Il ministro D ben conosceva le tecniche investigativa della polizia. Non aveva, quindi, nascosto la lettera, ma l’aveva lasciarla in bella evidenza nel suo portacarte, avendo solo l’avvertenza di rigirarla e di sigillarla. Se avesse cercato di occultarla la polizia l’avrebbe certamente trovata, ma mai agli stessi venne in mente, proprio perché questo andava contro ai loro frame cognitivi, che fosse in bella mostra, quasi esibita.

Come osserva Dupin, gli uomini della polizia “… riflettono soltanto sulla base delle loro idee; e, nel cercare qualche cosa nascosta, pensano solamente in che modo l’avrebbero nascosta”. Dupin continua “Nella loro investigazione essi non mutano mai i loro principi; tutt’al più, quando sono spinti da qualche insolita emergenza o da qualche eccezionale ricompensa, estendono o esagerano i loro vecchi sistemi, senza mai toccare i loro principi”.

Proprio l’abbandono della tecnica investigativa classica ha permesso  a Dupin di risolvere il mistero mette do in campo un’altra competenza: la capacità di mettersi dal punto di vista dell’altro.
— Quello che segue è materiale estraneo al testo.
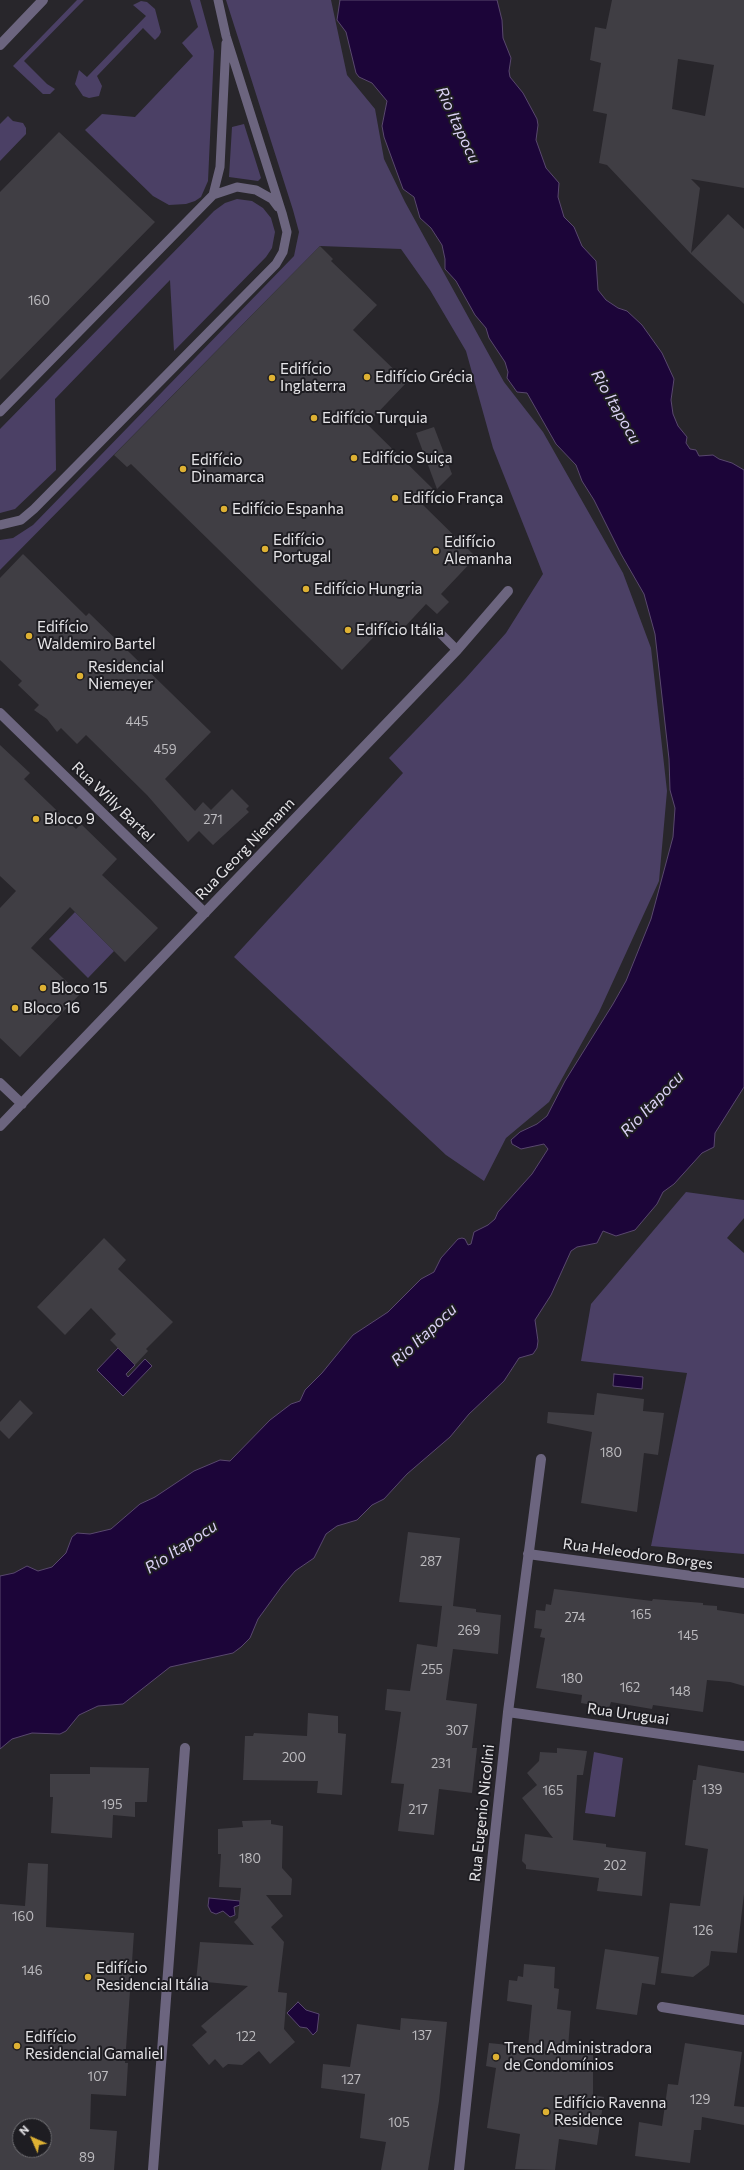 <!DOCTYPE html>
<meta charset="utf-8">
<style>
body{margin:0}
#map{position:relative;width:744px;height:2170px;overflow:hidden;background:#28262b;font-family:Commissioner,sans-serif}
canvas{display:block}
.north{position:absolute;left:12px;top:2118px;width:40px;height:40px;box-sizing:border-box;background:#1e1d22;border:1px solid #6e6d71;border-radius:50%;rotate:315deg;font-size:11px;font-weight:700;line-height:16px;text-align:center;color:#e6e5e8}
.north::after{content:'';display:block;margin:auto;width:14px;height:18px;background:#deb133;clip-path:polygon(50% 0,100% 100%,50% 72%,0 100%)}
</style>
<div id="map">
<canvas width="744" height="2170"></canvas>
<div class="north">N</div>
</div>
<script>
const ctx = document.querySelector('canvas').getContext('2d');
ctx.lineJoin = 'round';
function fillPath(path, color) { ctx.fillStyle = color; ctx.fill(path, 'evenodd'); }
const poly = rows => new Path2D(rows.map(r => 'M' + r).join(''));
function strokePath(path, color, width, dash) { ctx.strokeStyle = color; ctx.lineWidth = width; ctx.lineCap = dash ? 'butt' : 'round'; ctx.setLineDash(dash || []); ctx.stroke(path); }
function write(font, color, halo, rows, align = 'center') {
  ctx.font = font + ' Commissioner,sans-serif'; ctx.lineWidth = 4; ctx.setLineDash([]); ctx.textBaseline = 'middle'; ctx.strokeStyle = halo; ctx.fillStyle = color; for (const [text, x, y, turn = 0] of rows) {
    ctx.save(); ctx.translate(x, y); ctx.rotate((+turn || 0) * Math.PI / 180); ctx.textAlign = isNaN(turn) ? turn : align; if (halo) ctx.strokeText(text, 0, 0); ctx.fillText(text, 0, 0); ctx.restore();
  }
}
fillPath(poly([
 [77,0,84,0,24,61,47,84,55,89,50,94,43,94,13,66],
 [190,0,200,0,214,51,208,181,201,197,195,201,186,204,169,205,153,196,85,130,102,114,135,117,193,56,182,43,198,27],
 [226,0,331,0,347,75,375,109,384,159,405,202,504,382,543,432,623,573,651,648,667,791,659,881,599,1012,549,1102,506,1138,484,1181,446,1155,234,957,403,773,389,758,465,679,506,633,543,574,493,448,466,351,430,290,401,249,320,246,0,570,0,540,13,538,33,525,294,256,299,232,293,210],
 [141,1,147,2,155,9,161,32,159,36,155,40,143,28,97,76,102,86,99,96,89,98,83,96,75,84,79,70,87,77,146,16,133,5],
 [8,116,13,121,23,123,26,128,26,134,0,161,0,124],
 [244,124,261,178,258,181,229,177,232,127],
 [237,199,252,201,263,208,271,218,275,232,272,248,266,257,174,351,170,280,55,399,56,470,15,509,0,513,0,429,214,211,225,203],
 [75,912,114,951,88,978,49,939],
 [686,1192,744,1200,744,1218,727,1238,744,1253,744,1554,651,1546,687,1373,581,1361,591,1304],
 [594,1752,623,1758,615,1817,585,1813]
]), '#4b4065');
const water = poly([
 [340,0,497,0,502,20,503,38,511,58,509,71,510,77,523,93,537,119,538,125,536,140,546,168,559,183,558,197,564,217,574,227,582,246,596,261,598,290,606,300,618,308,627,311,642,325,662,353,674,379,671,400,673,414,678,426,687,437,686,443,690,449,696,450,699,456,713,455,719,459,732,463,744,470,744,1087,715,1133,714,1147,702,1153,674,1184,663,1192,657,1204,635,1230,616,1236,603,1231,597,1243,577,1247,571,1251,551,1295,535,1320,538,1341,537,1348,533,1354,519,1358,504,1381,469,1414,450,1437,407,1474,384,1499,372,1505,357,1520,337,1526,326,1534,314,1558,295,1571,282,1586,258,1619,250,1638,241,1647,233,1653,170,1667,123,1704,98,1706,79,1715,66,1731,60,1734,32,1733,12,1739,0,1749,0,1576,14,1573,27,1566,38,1571,52,1567,66,1553,72,1537,77,1533,90,1534,111,1529,140,1504,155,1497,194,1471,220,1460,230,1461,270,1420,291,1404,300,1401,305,1390,322,1373,353,1335,388,1312,421,1279,434,1272,441,1258,458,1239,462,1238,465,1239,468,1245,471,1244,474,1232,488,1225,495,1219,498,1212,532,1174,548,1149,544,1144,521,1149,512,1144,511,1140,520,1132,537,1124,547,1116,565,1081,613,1004,626,981,651,919,673,837,675,808,670,790,669,759,655,634,644,594,621,554,594,500,582,481,576,465,556,444,527,393,517,392,507,378,508,372,505,362,489,338,486,328,475,315,456,281,445,269,445,259,442,245,431,228,420,218,414,197,403,189,384,137,382,126,387,101,372,83,359,77,356,73,346,32,337,20,340,0],
 [118,1348,135,1365,126,1374,128,1377,145,1359,152,1366,123,1396,97,1370,118,1348],
 [614,1374,643,1377,642,1389,613,1386,614,1374],
 [209,1898,240,1901,240,1905,234,1907,235,1915,230,1917,223,1911,216,1914,211,1912,208,1906,209,1898],
 [298,2002,306,2010,319,2014,317,2031,313,2035,307,2028,300,2027,287,2013,298,2002]
]);
fillPath(water, '#1c0539');
strokePath(water, '#59486e', 1);
fillPath(poly([
 [612,0,744,0,744,188,691,179,700,188,691,253,728,214,744,229,744,304,691,254,607,165,599,163,607,114,593,111,601,63,590,60,595,27,606,29],
 [678,59,714,65,705,116,672,109],
 [59,132,155,222,0,380,0,192],
 [320,246,333,259,331,261,377,305,353,330,407,382,367,424,435,491,422,504,476,557,441,594,449,602,437,614,426,604,401,631,390,620,342,670,131,464,127,467,114,455],
 [434,427,452,474,437,489,416,433],
 [23,554,86,616,89,613,211,732,165,779,195,811,203,802,211,810,232,789,249,806,246,809,249,812,213,845,199,831,188,842,147,795,86,735,77,744,61,728,57,732,47,719,34,710,39,705,18,685,22,681,0,660,0,578],
 [0,745,30,773,24,779,76,829,81,824,117,859,102,875,158,928,125,962,70,907,31,948,80,994,20,1057,0,1038,0,908,16,891,0,876],
 [104,1238,126,1260,118,1269,173,1322,146,1349,148,1351,135,1365,110,1340,116,1334,91,1308,65,1335,37,1307],
 [597,1393,644,1399,643,1411,664,1413,658,1455,644,1453,637,1512,581,1503,592,1432,547,1423,548,1412,594,1415],
 [20,1400,33,1413,9,1439,0,1430,0,1422],
 [408,1532,460,1538,453,1606,476,1609,476,1612,501,1615,498,1654,453,1649,446,1700,477,1704,472,1748,477,1748,472,1793,439,1789,434,1835,398,1831,404,1784,391,1783,401,1712,385,1710,387,1689,410,1691,417,1644,437,1647,442,1606,399,1602],
 [554,1589,652,1601,653,1599,703,1603,703,1605,717,1606,717,1610,744,1614,744,1686,730,1682,707,1680,703,1712,653,1705,652,1709,611,1702,609,1708,581,1703,582,1695,536,1688,545,1638,540,1637,542,1629,534,1628,536,1610,545,1611,546,1604,551,1605],
 [308,1713,338,1716,338,1733,346,1734,342,1795,317,1793,318,1781,243,1780,245,1736,253,1736,254,1733,307,1736],
 [557,1748,587,1751,583,1775,577,1775,573,1840,606,1844,606,1847,646,1852,642,1896,597,1891,599,1878,526,1869,526,1865,522,1861,525,1834,553,1838,522,1798,537,1785,527,1773,539,1761,540,1752,557,1753],
 [698,1765,744,1773,744,1894,737,1953,711,1951,709,1965,693,1977,661,1973,670,1903,700,1906,708,1849,685,1845,693,1780,696,1780],
 [90,1767,149,1768,147,1802,135,1802,135,1817,113,1815,112,1838,51,1833,53,1797,50,1797,50,1774,90,1774],
 [271,1820,271,1824,283,1826,282,1868,292,1879,291,1895,266,1895,283,1916,271,1927,284,1942,278,1992,287,1993,284,2029,295,2042,270,2064,259,2051,242,2065,228,2064,223,2068,215,2059,209,2065,192,2045,207,2032,201,2026,248,1986,196,1981,200,1942,254,1945,234,1922,238,1918,241,1888,219,1887,221,1854,218,1854,218,1829,243,1827,242,1821],
 [28,1863,48,1864,46,1927,134,1933,125,2063,128,2063,126,2096,91,2094,90,2129,117,2131,114,2170,0,2170,0,1904,25,1906],
 [20,2126,44,2126,44,2150,20,2150],
 [605,1949,659,1957,655,1985,642,1983,637,2015,596,2009],
 [524,1964,555,1967,554,1988,559,1989,557,2009,571,2011,568,2047,593,2047,593,2095,604,2097,597,2145,559,2139,555,2170,515,2169,520,2134,487,2128,496,2068,486,2066,489,2043,528,2047,532,2005,507,2001,509,1980,517,1981,518,1976,523,1977],
 [401,2018,447,2022,439,2101,428,2170,381,2170,386,2142,360,2138,365,2094,321,2088,323,2064,350,2067,357,2024,400,2030],
 [685,2043,742,2052,734,2106,744,2107,744,2125,702,2117,701,2130,694,2130,690,2163,635,2156,639,2122,662,2126,668,2084,678,2085]
]), '#403e44');
strokePath(poly([
 [213,195,237,187,256,190,272,199,278,207],
 [0,412,213,195,220,167,226,43],
 [0,525,21,520,34,509,276,264,283,252,287,232,282,213,226,36,218,0],
 [441,634,457,650]
]), '#6c657f', 9);
strokePath(poly([
 [0,45,43,0],
 [0,713,205,913],
 [0,1083,22,1104],
 [0,1126,457,650,508,591],
 [528,1554,744,1583],
 [508,1712,744,1746],
 [662,2007,744,2020],
 [153,2170,185,1748],
 [459,2170,508,1712,541,1459]
]), '#6c657f', 10);
for (const [x, y, r, color] of [
 [367,377,4,"#deb133"],
 [272,378,4,"#deb133"],
 [314,418,4,"#deb133"],
 [354,458,4,"#deb133"],
 [183,469,4,"#deb133"],
 [395,498,4,"#deb133"],
 [224,509,4,"#deb133"],
 [265,549,4,"#deb133"],
 [436,551,4,"#deb133"],
 [306,589,4,"#deb133"],
 [348,630,4,"#deb133"],
 [29,636,4,"#deb133"],
 [80,676,4,"#deb133"],
 [36,819,4,"#deb133"],
 [43,988,4,"#deb133"],
 [15,1008,4,"#deb133"],
 [88,1977,4,"#deb133"],
 [17,2046,4,"#deb133"],
 [496,2057,4,"#deb133"],
 [546,2112,4,"#deb133"]
]) { const dot = new Path2D(); dot.arc(x, y, r, 0, 2 * Math.PI); ctx.fillStyle = color; ctx.fill(dot); strokePath(dot, '#1e1d22', 1.5); }
write('13px', '#bcbbbf', null, [
 ["160",39,301],
 ["445",137,722],
 ["459",165,750],
 ["271",213,820],
 ["180",611,1453],
 ["287",431,1562],
 ["165",641,1615],
 ["274",575,1618],
 ["269",469,1631],
 ["145",688,1636],
 ["255",432,1670],
 ["180",572,1679],
 ["162",630,1688],
 ["148",680,1692],
 ["307",457,1731],
 ["200",294,1758],
 ["231",441,1764],
 ["139",712,1790],
 ["165",553,1791],
 ["195",112,1805],
 ["217",418,1810],
 ["180",250,1859],
 ["202",615,1866],
 ["160",23,1917],
 ["126",703,1931],
 ["146",32,1971],
 ["137",422,2036],
 ["122",246,2037],
 ["107",98,2077],
 ["127",351,2080],
 ["129",700,2100],
 ["105",399,2123],
 ["89",87,2158]
]);
write('15px', '#e6e5e8', '#1e1d22', [
 ["Edifício",280,369],
 ["Inglaterra",280,386],
 ["Edifício Grécia",375,377],
 ["Edifício Turquia",322,418],
 ["Edifício Suiça",362,458],
 ["Edifício",191,460],
 ["Dinamarca",191,477],
 ["Edifício França",403,498],
 ["Edifício Espanha",232,509],
 ["Edifício",273,540],
 ["Portugal",273,557],
 ["Edifício",444,542],
 ["Alemanha",444,559],
 ["Edifício Hungria",314,589],
 ["Edifício",37,627],
 ["Waldemiro Bartel",37,644],
 ["Edifício Itália",356,630],
 ["Residencial",88,667],
 ["Niemeyer",88,684],
 ["Bloco 9",44,819],
 ["Bloco 15",51,988],
 ["Bloco 16",23,1008],
 ["Edifício",96,1968],
 ["Residencial Itália",96,1985],
 ["Edifício",25,2037],
 ["Residencial Gamaliel",25,2054],
 ["Trend Administradora",504,2048],
 ["de Condomínios",504,2065],
 ["Edifício Ravenna",554,2103],
 ["Residence",554,2120]
], 'left');
write('15px', '#e6e5e8', '#1e1d22', [
 ["Rua Willy Bartel",113,802,44],
 ["Rua Georg Niemann",245,849,-46],
 ["Rua Heleodoro Borges",638,1554,8],
 ["Rua Uruguai",628,1714,8],
 ["Rua Eugenio Nicolini",482,1813,-84]
]);
write('italic 16px', '#dbd2f5', '#1e1d22', [
 ["Rio Itapocu",458,125,65],
 ["Rio Itapocu",616,407,60],
 ["Rio Itapocu",652,1104,-46],
 ["Rio Itapocu",424,1335,-43],
 ["Rio Itapocu",181,1547,-33]
]);
</script>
D’altra parte era la stessa cosa che era accaduto nel momento del furto. La gran dama, all’entrata del ministro D, non cercò di nasconder la lettera, la mossa avrebbe insospettito i presenti, ma si limitò a lasciarla coperta sul tavolo da dove il ministro l’aveva semplicemente presa, come se fosse cosa sua.

Solo il ministro, e successivamente August Dupin, sapevano abbandonare i propri schemi mentali.